Somos fadados a, em algum momento da vida, sofrermos de uma das coisas descritas acima, e com isso, acabamos nos deparando com as falsas sensações de prazer e bem estar. Falsas? Sim, falsas. Porque acabamos por recorrer a hábitos que nos dão sensação de relaxamento ou prazer, mas que, ao mesmo tempo, nos destroem e/ou adoecem.

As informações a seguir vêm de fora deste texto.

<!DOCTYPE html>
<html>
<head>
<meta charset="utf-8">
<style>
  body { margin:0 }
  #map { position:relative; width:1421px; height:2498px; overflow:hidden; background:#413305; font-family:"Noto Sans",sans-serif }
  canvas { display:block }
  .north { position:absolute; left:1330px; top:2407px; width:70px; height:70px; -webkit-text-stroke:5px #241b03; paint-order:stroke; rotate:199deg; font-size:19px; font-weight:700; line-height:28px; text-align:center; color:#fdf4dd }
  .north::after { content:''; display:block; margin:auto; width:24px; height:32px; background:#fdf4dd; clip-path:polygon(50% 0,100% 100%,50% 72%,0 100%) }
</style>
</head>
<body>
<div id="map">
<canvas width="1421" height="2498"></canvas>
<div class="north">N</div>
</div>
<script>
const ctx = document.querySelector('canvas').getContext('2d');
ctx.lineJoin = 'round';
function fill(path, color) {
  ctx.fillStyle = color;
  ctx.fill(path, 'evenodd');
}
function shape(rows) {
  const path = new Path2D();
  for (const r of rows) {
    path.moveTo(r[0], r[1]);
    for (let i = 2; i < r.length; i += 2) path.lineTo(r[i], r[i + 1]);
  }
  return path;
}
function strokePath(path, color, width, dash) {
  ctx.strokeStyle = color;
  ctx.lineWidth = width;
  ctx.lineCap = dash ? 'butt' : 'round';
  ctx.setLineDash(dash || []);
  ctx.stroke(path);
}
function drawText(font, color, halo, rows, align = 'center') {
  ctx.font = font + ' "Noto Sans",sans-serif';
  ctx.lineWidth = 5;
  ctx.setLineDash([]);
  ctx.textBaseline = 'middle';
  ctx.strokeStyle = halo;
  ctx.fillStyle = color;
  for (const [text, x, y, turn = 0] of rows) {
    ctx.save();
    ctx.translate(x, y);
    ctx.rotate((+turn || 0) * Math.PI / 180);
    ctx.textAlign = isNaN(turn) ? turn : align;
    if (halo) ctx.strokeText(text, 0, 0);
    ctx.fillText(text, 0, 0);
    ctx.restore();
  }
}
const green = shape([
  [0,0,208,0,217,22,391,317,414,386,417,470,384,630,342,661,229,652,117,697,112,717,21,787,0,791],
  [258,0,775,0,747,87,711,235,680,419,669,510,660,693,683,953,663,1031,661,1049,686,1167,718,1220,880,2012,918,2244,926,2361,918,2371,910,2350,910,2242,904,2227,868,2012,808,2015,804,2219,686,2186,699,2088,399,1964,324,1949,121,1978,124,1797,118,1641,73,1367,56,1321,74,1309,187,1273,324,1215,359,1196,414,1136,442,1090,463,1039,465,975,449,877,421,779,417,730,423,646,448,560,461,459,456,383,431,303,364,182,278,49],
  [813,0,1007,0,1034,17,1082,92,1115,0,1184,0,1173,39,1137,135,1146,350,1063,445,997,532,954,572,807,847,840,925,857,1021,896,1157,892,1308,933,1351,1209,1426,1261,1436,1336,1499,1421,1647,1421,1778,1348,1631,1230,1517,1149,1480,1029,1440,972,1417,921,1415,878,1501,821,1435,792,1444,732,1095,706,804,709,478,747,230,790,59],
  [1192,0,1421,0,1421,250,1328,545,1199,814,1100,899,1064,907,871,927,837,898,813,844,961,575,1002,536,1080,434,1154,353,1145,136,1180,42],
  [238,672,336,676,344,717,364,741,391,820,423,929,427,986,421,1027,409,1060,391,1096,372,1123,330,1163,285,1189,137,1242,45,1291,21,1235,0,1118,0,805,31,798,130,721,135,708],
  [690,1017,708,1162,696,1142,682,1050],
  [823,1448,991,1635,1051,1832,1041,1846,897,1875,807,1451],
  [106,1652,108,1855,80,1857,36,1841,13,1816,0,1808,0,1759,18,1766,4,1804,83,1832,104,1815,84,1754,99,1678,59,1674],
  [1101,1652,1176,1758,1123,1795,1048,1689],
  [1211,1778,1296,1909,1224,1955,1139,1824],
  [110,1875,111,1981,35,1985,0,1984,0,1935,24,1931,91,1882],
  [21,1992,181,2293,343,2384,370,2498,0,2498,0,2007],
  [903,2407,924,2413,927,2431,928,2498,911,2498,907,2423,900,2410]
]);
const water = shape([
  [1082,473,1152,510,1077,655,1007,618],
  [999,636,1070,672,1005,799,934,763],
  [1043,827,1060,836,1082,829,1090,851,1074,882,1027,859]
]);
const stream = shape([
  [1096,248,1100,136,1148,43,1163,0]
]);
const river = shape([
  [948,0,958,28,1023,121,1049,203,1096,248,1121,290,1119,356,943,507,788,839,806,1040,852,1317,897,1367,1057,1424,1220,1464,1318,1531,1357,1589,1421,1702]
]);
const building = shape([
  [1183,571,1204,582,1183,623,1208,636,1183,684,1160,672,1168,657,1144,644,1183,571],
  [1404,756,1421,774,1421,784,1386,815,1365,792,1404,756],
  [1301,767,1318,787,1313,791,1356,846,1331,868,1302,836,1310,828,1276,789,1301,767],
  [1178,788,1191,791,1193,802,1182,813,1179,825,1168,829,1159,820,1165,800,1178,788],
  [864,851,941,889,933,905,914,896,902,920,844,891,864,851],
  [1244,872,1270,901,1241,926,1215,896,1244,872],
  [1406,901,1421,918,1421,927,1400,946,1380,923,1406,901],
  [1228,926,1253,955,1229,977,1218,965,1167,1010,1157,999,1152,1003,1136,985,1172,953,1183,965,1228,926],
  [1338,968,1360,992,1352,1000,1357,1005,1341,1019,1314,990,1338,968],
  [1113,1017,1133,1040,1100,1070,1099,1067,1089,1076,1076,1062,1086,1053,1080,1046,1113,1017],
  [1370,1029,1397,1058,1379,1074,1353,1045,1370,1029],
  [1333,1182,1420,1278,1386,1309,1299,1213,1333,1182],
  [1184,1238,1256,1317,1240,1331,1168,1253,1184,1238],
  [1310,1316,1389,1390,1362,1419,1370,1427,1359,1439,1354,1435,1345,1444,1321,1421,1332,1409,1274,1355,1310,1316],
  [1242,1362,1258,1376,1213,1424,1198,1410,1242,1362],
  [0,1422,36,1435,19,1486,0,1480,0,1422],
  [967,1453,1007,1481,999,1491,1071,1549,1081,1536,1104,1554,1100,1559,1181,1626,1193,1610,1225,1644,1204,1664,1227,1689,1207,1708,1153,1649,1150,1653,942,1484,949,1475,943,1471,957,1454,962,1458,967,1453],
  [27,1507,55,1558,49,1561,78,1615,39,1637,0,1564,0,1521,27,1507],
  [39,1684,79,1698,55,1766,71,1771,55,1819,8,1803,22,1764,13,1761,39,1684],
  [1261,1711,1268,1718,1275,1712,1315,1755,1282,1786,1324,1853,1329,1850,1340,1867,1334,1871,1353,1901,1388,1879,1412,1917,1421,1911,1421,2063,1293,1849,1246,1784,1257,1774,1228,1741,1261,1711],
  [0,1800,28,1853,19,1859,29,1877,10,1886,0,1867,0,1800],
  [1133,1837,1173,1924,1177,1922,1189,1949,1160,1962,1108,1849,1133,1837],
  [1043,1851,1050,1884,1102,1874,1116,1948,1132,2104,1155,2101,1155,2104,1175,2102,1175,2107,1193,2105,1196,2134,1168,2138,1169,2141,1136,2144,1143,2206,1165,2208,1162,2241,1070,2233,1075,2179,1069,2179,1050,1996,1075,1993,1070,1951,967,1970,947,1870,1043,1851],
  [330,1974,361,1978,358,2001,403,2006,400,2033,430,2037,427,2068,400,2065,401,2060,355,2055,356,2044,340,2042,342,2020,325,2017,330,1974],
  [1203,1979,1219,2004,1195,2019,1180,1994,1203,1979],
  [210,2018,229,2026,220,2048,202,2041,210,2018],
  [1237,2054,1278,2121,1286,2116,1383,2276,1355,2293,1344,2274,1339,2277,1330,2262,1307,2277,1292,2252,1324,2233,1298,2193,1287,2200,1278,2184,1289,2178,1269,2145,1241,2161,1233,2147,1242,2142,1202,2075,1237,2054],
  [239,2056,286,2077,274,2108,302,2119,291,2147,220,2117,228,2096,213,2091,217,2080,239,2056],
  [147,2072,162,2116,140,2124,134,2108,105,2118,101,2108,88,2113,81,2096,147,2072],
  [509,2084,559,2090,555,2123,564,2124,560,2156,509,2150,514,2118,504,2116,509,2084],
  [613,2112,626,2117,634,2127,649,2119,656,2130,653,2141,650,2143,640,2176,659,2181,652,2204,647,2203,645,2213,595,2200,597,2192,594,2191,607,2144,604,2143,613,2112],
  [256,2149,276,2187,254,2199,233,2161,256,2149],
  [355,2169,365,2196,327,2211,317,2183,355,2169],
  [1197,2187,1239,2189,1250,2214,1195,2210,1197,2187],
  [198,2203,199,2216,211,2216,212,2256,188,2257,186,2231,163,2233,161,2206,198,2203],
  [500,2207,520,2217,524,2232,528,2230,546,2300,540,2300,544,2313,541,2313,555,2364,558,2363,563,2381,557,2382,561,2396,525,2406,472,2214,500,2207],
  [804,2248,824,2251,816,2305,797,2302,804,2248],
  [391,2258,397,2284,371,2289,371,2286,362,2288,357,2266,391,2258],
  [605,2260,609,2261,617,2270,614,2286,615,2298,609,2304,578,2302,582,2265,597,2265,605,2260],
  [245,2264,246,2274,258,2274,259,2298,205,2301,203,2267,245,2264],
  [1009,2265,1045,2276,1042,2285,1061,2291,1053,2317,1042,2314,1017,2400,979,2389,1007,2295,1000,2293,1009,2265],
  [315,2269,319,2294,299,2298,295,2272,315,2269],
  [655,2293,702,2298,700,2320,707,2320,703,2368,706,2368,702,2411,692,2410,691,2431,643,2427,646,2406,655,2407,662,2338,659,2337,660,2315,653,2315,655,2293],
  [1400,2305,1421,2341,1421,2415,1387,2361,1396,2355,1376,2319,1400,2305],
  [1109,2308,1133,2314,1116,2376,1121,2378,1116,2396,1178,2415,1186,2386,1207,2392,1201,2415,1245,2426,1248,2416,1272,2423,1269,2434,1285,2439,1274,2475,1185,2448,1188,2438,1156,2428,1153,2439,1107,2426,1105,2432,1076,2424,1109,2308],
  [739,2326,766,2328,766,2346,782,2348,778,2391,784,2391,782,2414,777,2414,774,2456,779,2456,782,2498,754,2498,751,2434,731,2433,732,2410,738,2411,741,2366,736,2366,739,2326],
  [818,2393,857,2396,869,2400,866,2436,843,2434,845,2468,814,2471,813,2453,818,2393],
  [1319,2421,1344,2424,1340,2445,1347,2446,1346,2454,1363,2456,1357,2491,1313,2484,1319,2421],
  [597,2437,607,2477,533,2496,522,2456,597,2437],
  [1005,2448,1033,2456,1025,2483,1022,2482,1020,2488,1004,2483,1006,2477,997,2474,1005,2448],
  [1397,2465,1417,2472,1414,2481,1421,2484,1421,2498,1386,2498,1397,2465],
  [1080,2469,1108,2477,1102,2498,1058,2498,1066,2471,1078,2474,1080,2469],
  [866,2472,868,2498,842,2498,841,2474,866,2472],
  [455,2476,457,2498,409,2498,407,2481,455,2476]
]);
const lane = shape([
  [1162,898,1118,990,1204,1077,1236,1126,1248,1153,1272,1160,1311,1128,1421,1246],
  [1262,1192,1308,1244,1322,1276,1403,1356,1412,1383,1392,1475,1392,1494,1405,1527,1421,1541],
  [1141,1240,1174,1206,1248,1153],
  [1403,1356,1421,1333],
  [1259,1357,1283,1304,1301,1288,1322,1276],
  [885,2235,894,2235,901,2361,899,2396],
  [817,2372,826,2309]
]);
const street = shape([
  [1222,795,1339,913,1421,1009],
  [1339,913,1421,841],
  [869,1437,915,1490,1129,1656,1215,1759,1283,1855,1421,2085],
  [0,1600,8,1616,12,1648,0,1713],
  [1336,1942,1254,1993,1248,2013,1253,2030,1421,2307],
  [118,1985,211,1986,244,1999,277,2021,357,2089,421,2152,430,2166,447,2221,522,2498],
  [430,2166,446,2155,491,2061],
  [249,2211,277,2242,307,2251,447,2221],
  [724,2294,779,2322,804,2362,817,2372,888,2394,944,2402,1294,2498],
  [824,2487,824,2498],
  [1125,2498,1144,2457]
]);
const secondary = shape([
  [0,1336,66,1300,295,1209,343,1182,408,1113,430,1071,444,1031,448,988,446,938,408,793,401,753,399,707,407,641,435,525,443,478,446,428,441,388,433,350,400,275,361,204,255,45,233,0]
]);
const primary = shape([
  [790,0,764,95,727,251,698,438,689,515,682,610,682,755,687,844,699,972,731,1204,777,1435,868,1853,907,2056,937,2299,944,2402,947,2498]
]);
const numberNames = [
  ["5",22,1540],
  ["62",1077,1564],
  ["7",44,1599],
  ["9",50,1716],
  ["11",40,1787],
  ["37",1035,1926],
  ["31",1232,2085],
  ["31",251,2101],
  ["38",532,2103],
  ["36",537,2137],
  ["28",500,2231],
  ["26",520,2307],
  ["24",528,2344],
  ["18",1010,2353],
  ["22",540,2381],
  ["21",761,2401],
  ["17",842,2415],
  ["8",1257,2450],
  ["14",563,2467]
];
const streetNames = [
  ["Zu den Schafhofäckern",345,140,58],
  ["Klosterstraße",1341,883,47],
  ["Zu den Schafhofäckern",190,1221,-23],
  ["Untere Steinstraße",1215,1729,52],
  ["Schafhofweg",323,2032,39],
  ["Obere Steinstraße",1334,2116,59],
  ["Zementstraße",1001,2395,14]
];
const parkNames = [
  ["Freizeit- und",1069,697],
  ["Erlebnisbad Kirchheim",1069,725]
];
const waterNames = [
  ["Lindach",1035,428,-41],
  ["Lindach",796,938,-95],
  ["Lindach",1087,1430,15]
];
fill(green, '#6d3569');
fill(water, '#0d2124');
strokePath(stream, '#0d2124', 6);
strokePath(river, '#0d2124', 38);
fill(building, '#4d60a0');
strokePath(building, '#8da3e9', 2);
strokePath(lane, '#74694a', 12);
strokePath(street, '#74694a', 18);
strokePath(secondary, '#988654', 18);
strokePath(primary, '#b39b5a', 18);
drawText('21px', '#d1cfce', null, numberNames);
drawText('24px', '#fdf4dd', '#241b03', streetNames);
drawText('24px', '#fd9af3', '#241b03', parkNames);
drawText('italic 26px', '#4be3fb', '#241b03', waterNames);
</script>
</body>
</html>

Por experiência própria, vos digo que quando chego ao meu limite, corro em busca de um cigarro, uma cerveja bem gelada ou qualquer outro líquido alcoólico. E, pelo menos nesse momento, me sinto plena e revigorada. O problema é quando termina; Quando o cigarro é apagado em um cinzeiro, quando o copo é posto vazio sobre a mesa; Quando os seus pensamentos, lembranças, e problemas vão retornando, um a um, ou todos de uma vez, dependendo de seu teor alcoólico. Essa “solução” é a minha, e a sua pode não ser a mesma; Talvez você recorra a comer compulsivamente, a se automutilar, a se entupir de remédios fortes, ou a cometer loucuras, que te tragam sensação de adrenalina e colocam sua vida em risco; De todas as formas, é autodestrutivo.
Hoje eu tenho um pedido: Permita-se viciar em livros, em sorrisos, em abraços, em si mesmo; A vida é curta demais para se esvair em problemas e preocupações.